1. Don't risk investing more than you can afford.
In foreign exchange trading, if investors can't maintain their investment strength well, it will be difficult for investors to stay in the foreign exchange trading market for a long time. Therefore, in foreign exchange transactions, investors should have a good understanding of the funds they can invest in each transaction to ensure that they will never invest beyond their financial strength.
When you enter the market, you know where you should quit.
When trading foreign exchange, investors should have a long-term vision. Investors should be very clear about their entry point in the transaction, so as to start trading. In addition, investors should also know the best exit time in the transaction, so that investors can know more about their income targets and where to make the income statement, stop losses in time, and avoid losses caused by the reversal of the foreign exchange market.
Be patient and calm in the transaction.
In foreign exchange trading, if you are impatient with the trend of the market, or are not calm when facing the ups and downs of the market, investors can easily make unreasonable trading decisions. Therefore, if investors want to successfully conduct foreign exchange transactions, they must maintain a calm and patient attitude.

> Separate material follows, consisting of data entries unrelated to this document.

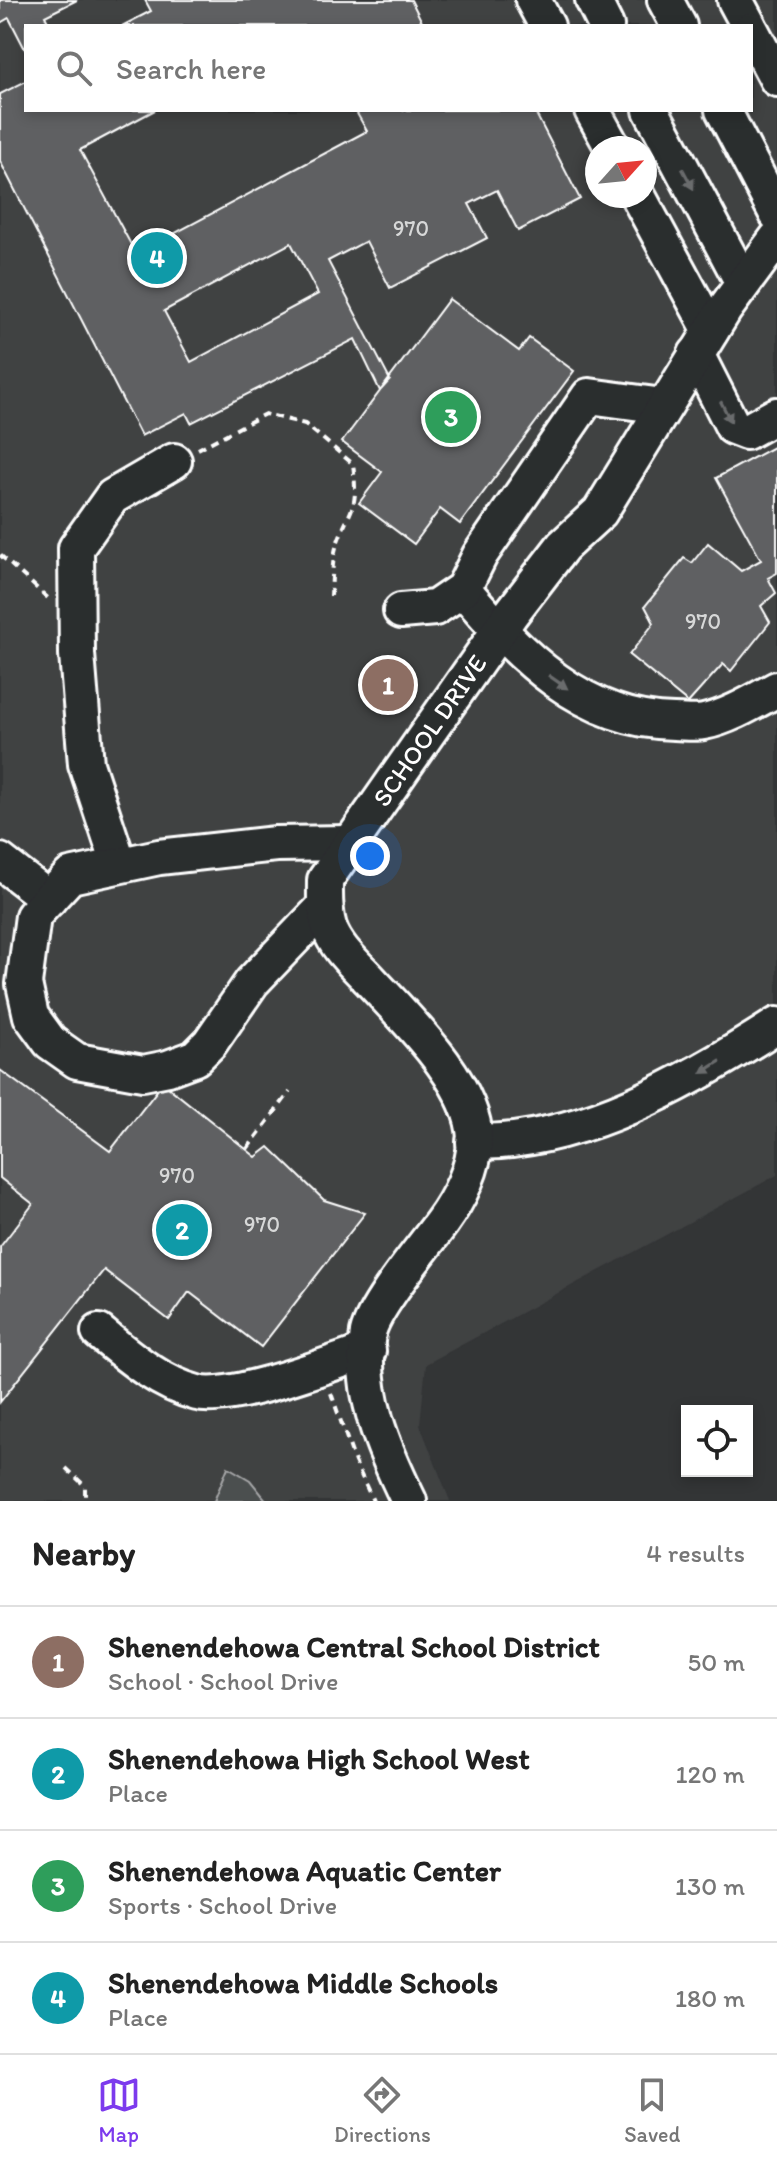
<!DOCTYPE html>
<html lang="en">
<head>
<meta charset="utf-8">
<style>
  body { margin:0; font-family:Itim,sans-serif; background:#f6f6f6; color:#222 }
  .controls { position:absolute; right:24px; bottom:24px; display:grid; overflow:hidden; border-radius:0px; box-shadow:0 4px 12px #0003 }
  .controls button { width:72px; height:72px; display:grid; place-items:center; padding:0; border:0; border-bottom:2px solid #e0e0e0; background:#fff; color:#222; font:40px sans-serif }
  .compass { position:absolute; left:585px; top:136px; width:72px; height:72px; border-radius:50%; background:#fff; box-shadow:0 4px 12px #0003; rotate:63deg }
  .you { position:absolute; left:370px; top:856px; width:28px; height:28px; margin:-20px; border:6px solid #fff; border-radius:50%; background:#1a73e8; box-shadow:0 0 0 12px #1a73e833 }
  .badge { display:grid; place-items:center; width:52px; height:52px; border-radius:50%; background:#7c3aed; color:#fff; font-size:26px; font-weight:700 }
  .pin { position:absolute; translate:-50% -50%; border:4px solid #fff; box-shadow:0 2px 8px #0006 }
  .list { margin:0; padding:0; list-style:none }
  h2 { display:flex; justify-content:space-between; align-items:center; height:104px; margin:0; padding:0 32px; font-size:34px }
  h2 small { font-size:26px; font-weight:400; color:#767676 }
  .list li { display:grid; grid-template-columns:52px 1fr auto; gap:24px; align-items:center; box-sizing:border-box; height:112px; padding:0 32px; border-top:2px solid #e0e0e0 }
  .list b { display:block; font-size:30px; white-space:nowrap }
  .list p { margin:0; font-size:26px; white-space:nowrap; color:#767676 }
  .list em { font-size:26px; font-style:normal; color:#767676 }
  .icon { flex:none; width:44px; height:44px; fill:none; stroke:currentColor; stroke-width:2; stroke-linecap:round; stroke-linejoin:round }
  .map { position:relative; flex:none; width:777px; height:1501px; overflow:hidden }
  .search { position:absolute; background:#fff; box-shadow:0 4px 12px #0003; left:24px; right:24px; top:24px; height:88px; display:flex; align-items:center; gap:20px; box-sizing:border-box; padding:0 28px; border-radius:0px; color:#767676; font-size:30px }
  .sheet { height:552px; background:#fff }
  nav { display:flex; justify-content:space-around; align-items:center; box-sizing:border-box; height:112px; border-top:2px solid #e0e0e0; background:#fff; font-size:22px; color:#767676 }
  nav a { display:grid; justify-items:center; gap:4px }
  nav .on { color:#7c3aed }
  .map>svg:first-child { display:block }
  .built { fill:#404243; fill-rule:evenodd }
  .green { fill:#4c4f50; stroke:#a6a7a8; stroke-width:2 }
  .building { fill:#5f6162; stroke:#fff; stroke-width:2; fill-rule:evenodd }
  .lines { fill:none; stroke-linecap:round; stroke-linejoin:round }
  .minor-casing { stroke:#fff; stroke-width:40 }
  .path { stroke:#fff; stroke-width:4; stroke-dasharray:8 6; stroke-linecap:butt }
  .minor { stroke:#2a2d2e; stroke-width:34 }
  .oneway { fill:#6a6c6d }
  .labels { text-anchor:middle; stroke-width:6; stroke-linejoin:round; paint-order:stroke }
  .number-label { font-size:22px; fill:#d7d8d8 }
  .street-label { font-size:26px; fill:#fff; stroke:#2a2d2e }
</style>
</head>
<body>
<div class="map">
<svg width="777" height="1501" viewBox="0 0 777 1501">
  <rect width="100%" height="100%" fill="#333536"/>
  <filter id="ink" filterUnits="userSpaceOnUse"><feTurbulence type="fractalNoise" baseFrequency=".0125" numOctaves="2"/><feDisplacementMap in="SourceGraphic" scale="16" xChannelSelector="R" yChannelSelector="G"/><feConvolveMatrix kernelMatrix="1 2 1 2 8 2 1 2 1" color-interpolation-filters="sRGB"/></filter>
  <g filter="url(#ink)">
    <!-- built -->
    <path class="built" d="M0,0H777V1175L426,1364L420,1425L450,1501H0ZM26,26H751V110H26ZM597,148H645V196H597Z"/>
    <!-- green -->
    <path class="green" d="M228,1467L250,1480L267,1501H214Z"/>
    <!-- building -->
    <path class="building" d="M0,0H77L45,16L50,26H26V51L9,18L0,23Z
      M145,0H411L424,26H122L151,11Z
      M26,81V110H155L80,150L136,254L367,131L355,110H534L580,199L518,231L497,190L469,204L487,238L390,288L366,241L328,261L390,380L380,391L355,339L191,423L186,413L141,436L0,161V94ZM291,243L318,294L191,362L164,311Z
      M449,299L519,351L529,338L574,371L460,524L440,509L414,544L359,503L382,472L342,442Z
      M777,445V573L768,578L776,593L761,606L770,622L731,671L723,664L688,703L629,655L654,623L645,606L684,558L692,563L708,543L741,571L761,560L716,478Z
      M0,1070L110,1151L163,1083L256,1157L269,1147L324,1200L365,1213L261,1347L189,1292L169,1320L104,1270L0,1402V1247L33,1204L0,1178Z"/>
    <g class="lines">
      <defs>
        <g id="minor">
          <path d="M533,0L547,26"/>
          <path d="M593,0L606,26"/>
          <path d="M665,0L679,26"/>
          <path d="M735,0L749,26"/>
          <path d="M751,30L777,79"/>
          <path d="M592,110L613,148"/>
          <path d="M651,110L743,283"/>
          <path d="M723,110L777,214"/>
          <path d="M638,196L711,331"/>
          <path d="M696,354L733,427L746,432L777,415"/>
          <path d="M463,589C519,655 583,721 674,722C683,722 695,724 704,722C729,717 755,701 777,689"/>
          <path d="M401,611L435,608L463,589L480,555L589,396L663,406"/>
          <path d="M0,861L49,899"/>
          <path d="M119,864L86,764L77,654L76,548L112,497L174,461"/>
          <path d="M324,907L252,982L210,1043L195,1058L168,1068L143,1073L77,1061L50,1042L31,1016L24,984L33,916L70,876L159,857L276,844L350,843"/>
          <path d="M474,1142C580,1144 690,1081 777,1025"/>
          <path d="M99,1332C128,1356 159,1383 197,1393C231,1402 332,1363 368,1351"/>
          <path id="s1" d="M409,1501C384,1450 358,1391 368,1333C374,1306 424,1247 442,1222C458,1200 475,1168 475,1139C473,1082 406,1019 370,980C355,964 336,948 329,927C324,911 325,896 325,880L510,615L563,546L600,512L724,310L777,238"/>
        </g>
      </defs>
      <!-- minor casing -->
      <use href="#minor" class="minor-casing"/>
      <!-- path -->
      <path class="path" d="M198,449L265,414L305,424L353,464C359,511 351,505 337,544C332,560 332,579 331,596
        M0,555L49,599
        M247,1149L290,1092
        M331,1393L355,1462L373,1501
        M66,1468L85,1486V1501"/>
      <!-- minor -->
      <use href="#minor" class="minor"/>
    </g>
    <!-- one-way arrows -->
    <defs><path id="oneway-solid" d="M-6-.8H1V-3.2L6.5 0L1 3.2V.8H-6Z" transform="scale(2)"/></defs>
    <g class="oneway">
      <use href="#oneway-solid" transform="translate(688 179) rotate(62)"/>
      <use href="#oneway-solid" transform="translate(726 412) rotate(63)"/>
      <use href="#oneway-solid" transform="translate(558 682) rotate(35)"/>
      <use href="#oneway-solid" transform="translate(711 1067) rotate(148)"/>
    </g>
  </g>
  <g class="labels">
    <!-- number labels -->
    <g class="number-label">
      <text x="411" y="236">970</text>
      <text x="703" y="629">970</text>
      <text x="177" y="1183">970</text>
      <text x="262" y="1232">970</text>
    </g>
    <!-- street labels -->
    <g class="street-label">
      <text dy="9" stroke="none"><textPath href="#s1" startOffset="892">SCHOOL DRIVE</textPath></text>
    </g>
  </g>
</svg>
<div class="controls">
<button><svg class="icon" aria-label="locate" viewBox="0 0 24 24"><circle cx="12" cy="12" r="6"/><path d="M12 2v4M12 18v4M2 12h4M18 12h4"/></svg></button>
</div>
<svg class="compass" viewBox="-18 -18 36 36"><path d="M0-13l5 13h-10z" fill="#e53935"/><path d="M0 13l5-13h-10z" fill="#767676"/></svg>
<div class="you"></div>
<div class="pin badge" style="left:388px;top:685px;background:#8d6e63">1</div>
<div class="pin badge" style="left:182px;top:1230px;background:#0f9aa8">2</div>
<div class="pin badge" style="left:451px;top:417px;background:#2e9e5b">3</div>
<div class="pin badge" style="left:157px;top:258px;background:#0f9aa8">4</div>
<div class="search"><svg class="icon" aria-label="search" viewBox="0 0 24 24"><circle cx="10" cy="10" r="6"/><path d="M15 15l6 6"/></svg>Search here</div>
</div>
<section class="sheet">
<h2>Nearby<small>4 results</small></h2>
<ul class="list">
<li><span class="badge" style="background:#8d6e63">1</span><div><b>Shenendehowa Central School District</b><p>School · School Drive</p></div><em>50 m</em></li>
<li><span class="badge" style="background:#0f9aa8">2</span><div><b>Shenendehowa High School West</b><p>Place</p></div><em>120 m</em></li>
<li><span class="badge" style="background:#2e9e5b">3</span><div><b>Shenendehowa Aquatic Center</b><p>Sports · School Drive</p></div><em>130 m</em></li>
<li><span class="badge" style="background:#0f9aa8">4</span><div><b>Shenendehowa Middle Schools</b><p>Place</p></div><em>180 m</em></li>
</ul>
</section>
<nav>
<a class="on"><svg class="icon" aria-label="map" viewBox="0 0 24 24"><path d="M3 6l6-2 6 2 6-2v14l-6 2-6-2-6 2zM9 4v14M15 6v14"/></svg>Map</a>
<a><svg class="icon" aria-label="directions" viewBox="0 0 24 24"><path d="M12 3l9 9-9 9-9-9zM9 14v-3h6M13 9l2 2-2 2"/></svg>Directions</a>
<a><svg class="icon" aria-label="saved" viewBox="0 0 24 24"><path d="M7 4h10v16l-5-4-5 4z"/></svg>Saved</a>
</nav>
</body>
</html>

Basic knowledge of foreign exchange trading:
I. Characteristics of the foreign exchange market
If you want to play foreign exchange trading, you must know the characteristics of the foreign exchange market. The characteristics of the foreign exchange market are as follows:
1. From the perspective of the geographical scope and speed of transactions, the foreign exchange market is spatially unified, that is, the foreign exchange markets of various countries use modern technologies such as telex, telegraph and telephone to communicate. Therefore, the whole world market is a whole.
2. Another feature of the foreign exchange market is the continuity of time. Because of the time difference, the business hours of each foreign exchange market are uneven and alternate with each other. Formed one after another, the situation of circular operation. And time continuity.
Second, indirect price method and direct quotation method.
1. Indirect pricing method refers to the standard method of converting a certain unit of domestic currency into a certain amount of foreign currency. Indirect pricing of euro, pound and Australian dollar, such as 1 euro = 1.5680 Canadian dollars; 1 = 1.6025 USD; 1 euro = 1.0562 USD, etc.
2. Direct quotation refers to the pricing method of converting a certain unit of foreign currency into a certain amount of domestic currency. At present, most countries adopt this pricing method. For example, Japanese yen, Swiss franc, Canadian dollar, Hong Kong dollar and Singapore dollar are all quoted directly, such as 1 USD = 1.47 Canadian dollar; 1 USD = 1 15.25 yen, etc.
Third, the trading mode is different. There are three main modes of making money from foreign exchange:
1, short-term positive periodic mode.
2. A model that can accurately grasp and make use of the interval fluctuation of the price band to make profits.
3. Seize the great historical opportunity and set a good example of the trend.